The team further determined that a serum-neutralizing antibody, once thought of as the best correlate of protection against RSV, is bested by levels of virus-specific nasal immunoglobulin, suggesting that induction of a local immune response in the nasal tissue may hold advantages as an approach to tackling the virus. Though not discounting live virus vaccines, which he suggested could gain traction with modifications, Openshaw said that "this gives us pretty good evidence that an antigen that is presented by the nasal mucosa in the way that Mucosis does would be a natural way forward in terms of trying to develop protective vaccines, because it could potentially induce exactly the sort of responses we see with local nasal IgA that ought to be protective."

Kees Leenhouts, Mucosis' co-founder and chief scientific officer, invented the company's Mimopath platform. After working the first half of his career on bacteria used in foods such as cheese, he developed a particle that could be used to present vaccine antigens to build up a first line of defense. "The idea is to have these 'soldiers' at the border in order to protect against pathogens coming in," and not just in the bloodstream once the pathogen has already entered the body, he told BioWorld Today.

Given RSV's estimated $38.1 billion economic burden in the U.S. and three biggest European markets, developing a widely used vaccine could be a windfall for the first company to provide it. RBC Capital Markets analyst Michael Yee predicted that a successful broad-based vaccine could be a $1 billion product. Because of the potential prize, Mucosis is in good company.

Medimmune LLC's Synagis (palivizumab), an injectable monoclonal antibody against the RSV F glycoprotein, is already on the market. While its focus is the protection of infants at high risk for severe lung disease from RSV, even with that niche it hit nearly $1.1 billion in 2013 sales. But with the American Academy of Pediatrics issuing guidelines in July 2014 that called on doctors to limit its use, consensus forecasts for the drug fell to $697 million this year, according to Thomson Reuters Cortellis.

In the pipeline, Johnston's former employer, Novavax Inc. is also working to gain approval for its FDA fast-tracked late-stage RSV F-Protein nanoparticle vaccine candidate, preparing for the potential initiation of phase III trials with a $175 million public offering, announced Tuesday. Johnson & Johnson's is chasing the prize through its $1.75 billion acquisition of Alios Biopharma Inc. at the end of September 2014. Gilead Sciences Inc. is working on oral fusion inhibitor GS-5806 and Glaxosmithkline plc has an active development program in the space, too. (See BioWorld Today, Sept. 25, 2013, and June 9, 2014, and Oct. 1, 2014.)
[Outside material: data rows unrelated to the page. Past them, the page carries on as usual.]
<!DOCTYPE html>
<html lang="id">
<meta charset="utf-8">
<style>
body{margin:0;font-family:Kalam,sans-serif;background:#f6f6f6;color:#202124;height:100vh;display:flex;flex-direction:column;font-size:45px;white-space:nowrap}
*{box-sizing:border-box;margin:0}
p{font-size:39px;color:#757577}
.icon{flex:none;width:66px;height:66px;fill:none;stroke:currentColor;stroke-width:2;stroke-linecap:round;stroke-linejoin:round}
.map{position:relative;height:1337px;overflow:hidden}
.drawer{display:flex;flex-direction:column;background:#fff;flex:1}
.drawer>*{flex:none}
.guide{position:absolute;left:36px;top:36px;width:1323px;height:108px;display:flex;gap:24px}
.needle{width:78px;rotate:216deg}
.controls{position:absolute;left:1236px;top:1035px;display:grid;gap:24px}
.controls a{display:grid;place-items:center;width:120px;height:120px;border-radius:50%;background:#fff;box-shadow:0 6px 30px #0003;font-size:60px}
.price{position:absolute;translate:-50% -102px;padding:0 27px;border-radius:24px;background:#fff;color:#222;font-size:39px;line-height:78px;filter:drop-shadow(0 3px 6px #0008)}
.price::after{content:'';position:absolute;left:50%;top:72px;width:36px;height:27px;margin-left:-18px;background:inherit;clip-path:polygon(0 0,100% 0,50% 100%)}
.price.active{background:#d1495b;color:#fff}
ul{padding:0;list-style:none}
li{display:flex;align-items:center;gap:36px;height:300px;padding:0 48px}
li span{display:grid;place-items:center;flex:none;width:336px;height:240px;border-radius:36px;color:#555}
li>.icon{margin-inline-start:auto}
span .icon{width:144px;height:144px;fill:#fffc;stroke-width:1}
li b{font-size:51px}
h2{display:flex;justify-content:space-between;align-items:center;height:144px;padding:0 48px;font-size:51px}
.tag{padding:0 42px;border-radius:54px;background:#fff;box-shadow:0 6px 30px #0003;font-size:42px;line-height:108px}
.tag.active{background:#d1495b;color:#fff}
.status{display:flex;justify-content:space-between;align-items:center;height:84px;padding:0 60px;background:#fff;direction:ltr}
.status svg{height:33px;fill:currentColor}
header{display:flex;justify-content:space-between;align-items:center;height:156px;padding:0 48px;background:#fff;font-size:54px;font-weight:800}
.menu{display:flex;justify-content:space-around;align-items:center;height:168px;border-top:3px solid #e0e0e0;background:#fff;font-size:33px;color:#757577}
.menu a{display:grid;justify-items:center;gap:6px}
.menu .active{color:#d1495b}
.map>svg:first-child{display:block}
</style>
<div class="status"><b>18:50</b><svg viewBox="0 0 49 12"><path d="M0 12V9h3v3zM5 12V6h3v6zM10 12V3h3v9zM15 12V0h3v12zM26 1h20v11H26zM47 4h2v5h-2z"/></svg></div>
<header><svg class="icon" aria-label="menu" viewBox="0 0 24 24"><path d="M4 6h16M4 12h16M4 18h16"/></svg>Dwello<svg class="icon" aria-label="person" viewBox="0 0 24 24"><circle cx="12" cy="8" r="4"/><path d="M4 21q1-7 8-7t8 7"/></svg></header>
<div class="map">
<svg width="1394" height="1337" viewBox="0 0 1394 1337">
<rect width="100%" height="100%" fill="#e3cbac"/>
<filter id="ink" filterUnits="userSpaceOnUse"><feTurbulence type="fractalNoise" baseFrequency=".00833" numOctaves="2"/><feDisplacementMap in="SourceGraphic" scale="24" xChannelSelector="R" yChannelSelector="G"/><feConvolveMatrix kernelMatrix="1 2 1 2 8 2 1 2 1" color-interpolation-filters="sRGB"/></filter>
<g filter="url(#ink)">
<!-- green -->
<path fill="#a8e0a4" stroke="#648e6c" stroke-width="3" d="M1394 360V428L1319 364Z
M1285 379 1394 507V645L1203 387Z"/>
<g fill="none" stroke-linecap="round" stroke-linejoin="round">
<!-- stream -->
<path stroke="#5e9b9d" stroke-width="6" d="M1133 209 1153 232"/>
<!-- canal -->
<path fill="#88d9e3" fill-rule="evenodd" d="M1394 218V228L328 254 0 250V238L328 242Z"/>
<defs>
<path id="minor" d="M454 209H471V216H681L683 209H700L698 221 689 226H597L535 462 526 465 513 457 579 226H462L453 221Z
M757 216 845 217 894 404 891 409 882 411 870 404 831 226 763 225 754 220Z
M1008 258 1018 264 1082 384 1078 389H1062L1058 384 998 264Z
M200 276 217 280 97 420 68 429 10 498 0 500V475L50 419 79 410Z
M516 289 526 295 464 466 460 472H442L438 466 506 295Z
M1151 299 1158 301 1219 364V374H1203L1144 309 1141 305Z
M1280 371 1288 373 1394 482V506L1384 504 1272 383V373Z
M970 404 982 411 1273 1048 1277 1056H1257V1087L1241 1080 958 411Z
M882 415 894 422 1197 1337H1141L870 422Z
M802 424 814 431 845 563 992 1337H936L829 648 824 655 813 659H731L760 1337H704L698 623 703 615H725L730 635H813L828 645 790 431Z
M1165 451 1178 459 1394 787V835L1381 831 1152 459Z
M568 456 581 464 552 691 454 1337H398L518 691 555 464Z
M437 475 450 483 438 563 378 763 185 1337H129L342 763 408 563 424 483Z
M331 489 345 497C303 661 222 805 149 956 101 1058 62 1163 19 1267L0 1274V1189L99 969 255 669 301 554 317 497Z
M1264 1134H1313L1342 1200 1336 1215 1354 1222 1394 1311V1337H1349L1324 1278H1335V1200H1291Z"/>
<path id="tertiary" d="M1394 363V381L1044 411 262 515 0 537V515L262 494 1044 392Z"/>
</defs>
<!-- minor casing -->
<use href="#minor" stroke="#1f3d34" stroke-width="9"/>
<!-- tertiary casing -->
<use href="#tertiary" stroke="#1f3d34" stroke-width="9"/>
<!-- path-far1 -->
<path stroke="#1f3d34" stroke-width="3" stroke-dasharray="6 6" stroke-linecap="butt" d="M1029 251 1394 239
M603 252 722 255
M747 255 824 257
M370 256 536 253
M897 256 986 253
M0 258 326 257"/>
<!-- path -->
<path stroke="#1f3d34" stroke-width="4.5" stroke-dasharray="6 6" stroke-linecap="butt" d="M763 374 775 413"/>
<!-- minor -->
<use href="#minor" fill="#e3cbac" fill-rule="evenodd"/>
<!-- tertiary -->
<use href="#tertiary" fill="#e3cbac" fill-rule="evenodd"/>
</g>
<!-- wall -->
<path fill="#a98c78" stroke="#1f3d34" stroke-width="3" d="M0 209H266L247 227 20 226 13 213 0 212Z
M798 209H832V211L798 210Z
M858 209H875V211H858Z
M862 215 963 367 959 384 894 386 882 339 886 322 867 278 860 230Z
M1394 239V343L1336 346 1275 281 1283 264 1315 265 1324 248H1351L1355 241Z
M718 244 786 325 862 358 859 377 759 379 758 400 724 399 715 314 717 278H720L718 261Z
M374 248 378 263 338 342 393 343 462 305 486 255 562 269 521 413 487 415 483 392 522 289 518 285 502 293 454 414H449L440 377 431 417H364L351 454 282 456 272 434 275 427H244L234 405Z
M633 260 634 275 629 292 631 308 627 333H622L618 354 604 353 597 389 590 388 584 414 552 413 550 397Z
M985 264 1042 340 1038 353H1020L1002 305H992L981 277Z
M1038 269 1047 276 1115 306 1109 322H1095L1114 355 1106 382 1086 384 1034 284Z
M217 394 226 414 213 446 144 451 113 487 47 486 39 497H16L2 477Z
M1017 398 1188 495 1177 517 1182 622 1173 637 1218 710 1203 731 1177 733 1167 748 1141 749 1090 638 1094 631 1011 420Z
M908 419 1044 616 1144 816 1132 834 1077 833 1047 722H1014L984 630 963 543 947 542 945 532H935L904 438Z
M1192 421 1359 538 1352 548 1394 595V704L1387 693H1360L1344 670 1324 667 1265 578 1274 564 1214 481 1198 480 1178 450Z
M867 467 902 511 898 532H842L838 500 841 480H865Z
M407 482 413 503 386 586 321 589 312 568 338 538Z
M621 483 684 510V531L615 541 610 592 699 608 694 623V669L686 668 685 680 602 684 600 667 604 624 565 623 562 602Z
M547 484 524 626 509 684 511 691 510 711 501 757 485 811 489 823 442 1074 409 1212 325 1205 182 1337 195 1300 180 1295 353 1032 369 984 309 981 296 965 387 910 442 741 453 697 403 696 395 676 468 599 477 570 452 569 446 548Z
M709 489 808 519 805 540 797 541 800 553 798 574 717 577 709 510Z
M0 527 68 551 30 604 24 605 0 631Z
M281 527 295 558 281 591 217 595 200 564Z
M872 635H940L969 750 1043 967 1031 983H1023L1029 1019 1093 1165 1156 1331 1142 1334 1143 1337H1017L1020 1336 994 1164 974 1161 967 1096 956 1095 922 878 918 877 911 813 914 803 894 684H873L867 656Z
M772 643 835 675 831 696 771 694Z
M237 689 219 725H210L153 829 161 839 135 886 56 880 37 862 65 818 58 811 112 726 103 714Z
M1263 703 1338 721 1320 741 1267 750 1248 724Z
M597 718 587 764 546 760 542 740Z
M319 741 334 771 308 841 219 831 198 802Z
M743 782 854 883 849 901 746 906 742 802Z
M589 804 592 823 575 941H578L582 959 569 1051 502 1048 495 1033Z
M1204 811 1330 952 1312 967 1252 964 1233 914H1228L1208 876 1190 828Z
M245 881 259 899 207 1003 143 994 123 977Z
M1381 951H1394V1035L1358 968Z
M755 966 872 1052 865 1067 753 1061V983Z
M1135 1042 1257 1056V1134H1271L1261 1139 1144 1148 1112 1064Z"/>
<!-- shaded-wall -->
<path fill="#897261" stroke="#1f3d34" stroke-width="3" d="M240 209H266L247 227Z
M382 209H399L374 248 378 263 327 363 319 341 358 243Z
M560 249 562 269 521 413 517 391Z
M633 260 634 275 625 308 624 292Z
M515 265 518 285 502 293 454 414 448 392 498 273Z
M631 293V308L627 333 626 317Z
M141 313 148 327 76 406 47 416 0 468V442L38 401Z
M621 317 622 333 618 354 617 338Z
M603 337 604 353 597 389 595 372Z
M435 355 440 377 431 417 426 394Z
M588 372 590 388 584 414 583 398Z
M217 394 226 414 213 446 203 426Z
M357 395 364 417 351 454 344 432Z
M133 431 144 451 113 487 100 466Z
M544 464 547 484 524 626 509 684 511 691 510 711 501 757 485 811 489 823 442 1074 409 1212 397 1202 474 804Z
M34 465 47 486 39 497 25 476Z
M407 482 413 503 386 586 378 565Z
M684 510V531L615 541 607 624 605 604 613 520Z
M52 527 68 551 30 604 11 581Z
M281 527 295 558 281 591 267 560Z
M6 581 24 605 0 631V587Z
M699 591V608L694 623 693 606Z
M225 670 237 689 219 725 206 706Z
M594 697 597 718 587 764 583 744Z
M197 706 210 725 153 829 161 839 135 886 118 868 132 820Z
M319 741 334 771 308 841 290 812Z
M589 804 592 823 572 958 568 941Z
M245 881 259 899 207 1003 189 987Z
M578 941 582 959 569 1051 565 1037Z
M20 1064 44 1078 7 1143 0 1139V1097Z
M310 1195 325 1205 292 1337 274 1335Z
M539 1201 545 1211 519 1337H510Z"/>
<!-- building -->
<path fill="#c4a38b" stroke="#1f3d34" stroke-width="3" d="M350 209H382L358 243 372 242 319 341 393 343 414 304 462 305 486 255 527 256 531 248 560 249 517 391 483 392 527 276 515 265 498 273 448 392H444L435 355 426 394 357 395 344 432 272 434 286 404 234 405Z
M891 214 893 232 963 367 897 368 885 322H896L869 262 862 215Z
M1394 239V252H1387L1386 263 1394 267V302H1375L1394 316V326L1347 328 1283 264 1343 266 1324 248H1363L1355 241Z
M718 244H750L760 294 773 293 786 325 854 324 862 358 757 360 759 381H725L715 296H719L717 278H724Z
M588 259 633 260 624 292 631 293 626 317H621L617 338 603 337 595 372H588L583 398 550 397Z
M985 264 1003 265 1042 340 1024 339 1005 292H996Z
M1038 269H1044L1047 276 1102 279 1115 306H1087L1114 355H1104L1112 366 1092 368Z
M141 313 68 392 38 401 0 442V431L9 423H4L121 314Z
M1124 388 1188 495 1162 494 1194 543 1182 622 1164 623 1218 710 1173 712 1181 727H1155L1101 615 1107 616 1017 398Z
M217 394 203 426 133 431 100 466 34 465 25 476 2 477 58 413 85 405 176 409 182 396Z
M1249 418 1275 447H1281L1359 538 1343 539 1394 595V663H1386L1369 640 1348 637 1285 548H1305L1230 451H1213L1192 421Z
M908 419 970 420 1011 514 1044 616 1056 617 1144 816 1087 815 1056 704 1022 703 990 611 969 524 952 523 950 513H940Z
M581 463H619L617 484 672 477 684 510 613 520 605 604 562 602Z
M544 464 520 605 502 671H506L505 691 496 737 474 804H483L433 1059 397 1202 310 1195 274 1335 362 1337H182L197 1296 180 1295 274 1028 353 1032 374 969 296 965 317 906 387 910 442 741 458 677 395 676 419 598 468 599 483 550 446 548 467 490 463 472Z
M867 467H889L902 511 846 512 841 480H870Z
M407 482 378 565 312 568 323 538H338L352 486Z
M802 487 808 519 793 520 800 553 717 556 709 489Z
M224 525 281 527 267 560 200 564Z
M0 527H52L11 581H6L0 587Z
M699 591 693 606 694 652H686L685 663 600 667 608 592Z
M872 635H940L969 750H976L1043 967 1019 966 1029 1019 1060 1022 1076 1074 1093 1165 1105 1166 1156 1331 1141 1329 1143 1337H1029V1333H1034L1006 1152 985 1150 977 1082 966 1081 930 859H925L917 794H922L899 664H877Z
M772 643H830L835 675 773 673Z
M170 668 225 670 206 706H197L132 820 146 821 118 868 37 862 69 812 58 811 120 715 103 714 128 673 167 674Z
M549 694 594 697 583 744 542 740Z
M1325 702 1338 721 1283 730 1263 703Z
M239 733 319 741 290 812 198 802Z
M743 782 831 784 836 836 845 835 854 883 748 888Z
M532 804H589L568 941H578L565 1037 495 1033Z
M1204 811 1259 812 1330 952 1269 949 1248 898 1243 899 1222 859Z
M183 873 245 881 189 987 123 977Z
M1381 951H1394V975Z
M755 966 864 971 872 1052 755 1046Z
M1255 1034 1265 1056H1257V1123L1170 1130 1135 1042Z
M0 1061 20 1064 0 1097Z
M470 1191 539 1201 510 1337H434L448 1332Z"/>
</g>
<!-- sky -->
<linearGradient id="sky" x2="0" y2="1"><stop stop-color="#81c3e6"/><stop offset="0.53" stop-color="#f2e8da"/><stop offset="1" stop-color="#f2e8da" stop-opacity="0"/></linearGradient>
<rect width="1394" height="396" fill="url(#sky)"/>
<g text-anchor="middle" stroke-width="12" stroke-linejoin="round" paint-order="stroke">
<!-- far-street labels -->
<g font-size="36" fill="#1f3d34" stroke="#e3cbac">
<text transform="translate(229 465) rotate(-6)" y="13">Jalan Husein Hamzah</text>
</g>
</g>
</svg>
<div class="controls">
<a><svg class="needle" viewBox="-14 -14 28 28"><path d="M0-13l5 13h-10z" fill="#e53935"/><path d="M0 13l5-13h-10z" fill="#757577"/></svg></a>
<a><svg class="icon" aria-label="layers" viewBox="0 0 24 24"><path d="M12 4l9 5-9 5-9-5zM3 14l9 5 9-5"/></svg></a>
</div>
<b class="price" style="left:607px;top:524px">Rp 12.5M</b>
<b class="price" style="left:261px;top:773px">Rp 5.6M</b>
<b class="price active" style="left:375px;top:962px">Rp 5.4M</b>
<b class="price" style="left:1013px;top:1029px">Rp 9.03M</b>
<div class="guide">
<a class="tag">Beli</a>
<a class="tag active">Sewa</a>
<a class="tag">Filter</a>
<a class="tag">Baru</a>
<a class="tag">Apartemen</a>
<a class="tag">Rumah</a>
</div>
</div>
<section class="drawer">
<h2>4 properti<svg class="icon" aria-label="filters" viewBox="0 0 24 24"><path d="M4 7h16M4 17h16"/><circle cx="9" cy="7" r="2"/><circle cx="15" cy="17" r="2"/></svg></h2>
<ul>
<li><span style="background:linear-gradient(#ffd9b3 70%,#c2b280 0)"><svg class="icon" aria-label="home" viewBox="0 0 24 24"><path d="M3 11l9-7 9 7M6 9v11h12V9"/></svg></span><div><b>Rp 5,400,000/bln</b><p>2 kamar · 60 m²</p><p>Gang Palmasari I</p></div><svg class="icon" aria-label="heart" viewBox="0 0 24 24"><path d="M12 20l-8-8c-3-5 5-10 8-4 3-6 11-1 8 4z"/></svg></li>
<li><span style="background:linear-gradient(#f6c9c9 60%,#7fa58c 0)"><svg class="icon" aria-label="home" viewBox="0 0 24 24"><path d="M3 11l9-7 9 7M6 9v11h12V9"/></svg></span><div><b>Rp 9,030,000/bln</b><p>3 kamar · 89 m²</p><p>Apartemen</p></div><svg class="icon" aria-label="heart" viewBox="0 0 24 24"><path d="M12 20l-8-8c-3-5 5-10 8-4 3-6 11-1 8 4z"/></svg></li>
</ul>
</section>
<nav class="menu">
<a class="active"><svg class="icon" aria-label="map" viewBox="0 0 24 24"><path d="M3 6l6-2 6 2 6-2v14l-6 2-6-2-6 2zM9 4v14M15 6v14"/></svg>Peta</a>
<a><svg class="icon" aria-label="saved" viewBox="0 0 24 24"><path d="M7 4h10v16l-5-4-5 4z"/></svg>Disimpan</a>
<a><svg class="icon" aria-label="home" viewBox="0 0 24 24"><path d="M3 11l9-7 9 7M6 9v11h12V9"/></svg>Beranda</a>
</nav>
Given all the big-name players, Johnston admitted that the competitive landscape is challenging. But if all goes well with the planned phase I, Mucosis could be initiating a phase IIa challenge study in 2017 that could potentially uncover advantages for its novel approach. If successful, programs for other pathogens in which mucosal delivery might boost compliance among the shot-shy, even potentially human papillomavirus infection, could come next, the company said.